Le ralentissement économique ne touchera pas tous les secteurs d’activités, estiment les économistes interrogés par Economena Analytics. Photo Wrangler/Bigstock
Dix économistes sur un panel de 18 interrogés par l'institut libanais Economena Analytics ont déclaré anticiper une croissance du PIB gravitant autour de 0,72 % en 2016, révèle un sondage publié dans la dernière édition du Lebanese Economic Outlook. Le sondage révèle également que 7 économistes parmi les 18 interrogés tablent, eux, sur une croissance nulle, voire négative, pour 2016, prenant ainsi à contrepied les prévisions du Fonds monétaire international (FMI) qui estimait la croissance en 2016 à 2,5 %, en octobre dernier.
Les sondés pensent toutefois que le ralentissement économique – qu'ils attribuent notamment aux effets de la crise politico-sécuritaire aux niveaux local et régional – ne concernera pas l'ensemble des secteurs d'activités, citant les technologies de l'information, la vente de détail ou les transports parmi les potentielles locomotives. Les économistes restent toutefois pessimistes en ce qui concerne les performances du secteur immobilier et des exportations.
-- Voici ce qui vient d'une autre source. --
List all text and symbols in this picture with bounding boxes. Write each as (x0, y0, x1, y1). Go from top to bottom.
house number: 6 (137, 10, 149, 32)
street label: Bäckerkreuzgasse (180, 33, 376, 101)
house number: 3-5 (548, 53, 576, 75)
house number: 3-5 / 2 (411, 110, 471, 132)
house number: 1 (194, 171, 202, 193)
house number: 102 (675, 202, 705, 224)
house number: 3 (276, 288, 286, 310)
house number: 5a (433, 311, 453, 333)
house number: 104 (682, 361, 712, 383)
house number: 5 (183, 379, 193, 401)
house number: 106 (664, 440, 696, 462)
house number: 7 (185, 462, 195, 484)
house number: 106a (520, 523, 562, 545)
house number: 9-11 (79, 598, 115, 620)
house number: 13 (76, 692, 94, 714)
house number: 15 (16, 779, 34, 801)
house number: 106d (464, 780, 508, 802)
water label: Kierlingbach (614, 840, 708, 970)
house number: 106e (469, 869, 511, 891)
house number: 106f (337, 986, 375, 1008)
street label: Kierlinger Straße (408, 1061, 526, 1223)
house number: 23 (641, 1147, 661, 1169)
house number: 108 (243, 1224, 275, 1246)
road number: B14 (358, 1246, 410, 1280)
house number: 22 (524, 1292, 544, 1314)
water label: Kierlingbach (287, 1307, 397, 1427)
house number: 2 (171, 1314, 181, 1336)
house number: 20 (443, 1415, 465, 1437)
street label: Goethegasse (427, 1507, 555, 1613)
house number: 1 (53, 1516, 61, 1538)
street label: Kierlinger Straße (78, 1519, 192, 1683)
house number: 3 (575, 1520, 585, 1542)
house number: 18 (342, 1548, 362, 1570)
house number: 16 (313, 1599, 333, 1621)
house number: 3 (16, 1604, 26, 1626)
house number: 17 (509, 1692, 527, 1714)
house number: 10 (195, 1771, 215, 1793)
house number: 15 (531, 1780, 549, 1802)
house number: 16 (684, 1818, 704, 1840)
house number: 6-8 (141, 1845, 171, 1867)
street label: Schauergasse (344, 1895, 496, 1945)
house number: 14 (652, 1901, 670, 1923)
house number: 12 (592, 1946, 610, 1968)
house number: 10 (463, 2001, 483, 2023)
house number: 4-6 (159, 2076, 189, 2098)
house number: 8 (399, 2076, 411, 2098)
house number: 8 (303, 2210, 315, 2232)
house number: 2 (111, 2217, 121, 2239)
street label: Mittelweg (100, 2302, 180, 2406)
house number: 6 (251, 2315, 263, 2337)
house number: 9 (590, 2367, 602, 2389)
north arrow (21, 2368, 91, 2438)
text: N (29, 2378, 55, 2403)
Le sondage indique également que 12 économistes sur 18 ne voient pas le processus d'attribution de licences d'exploration des réserves présumées de pétrole et de gaz au Liban se débloquer en 2016. À l'arrêt depuis novembre 2013, l'attribution des blocs de concession dans la zone économique exclusive (ZEE) du Liban reste suspendue à l'adoption par le Conseil des ministres de deux décrets-cadres – un pour définir les coordonnées des blocs, l'autre pour préciser les modalités du contrat d'exploration et de production (EPA en anglais). Les sondés sont également 12 sur 18 à considérer que le Parlement ne votera pas de budget en 2016 pour la onzième année consécutive.
Ils sont enfin 8 économistes à craindre une baisse de la note de la dette souveraine du Liban en 2016 – la dernière dégradation effectuée par Standard & Poors date de septembre 2013 (B-) –, une proportion identique à celle des sondés confiants en la capacité de la classe politique à élire un président de la République en 2016.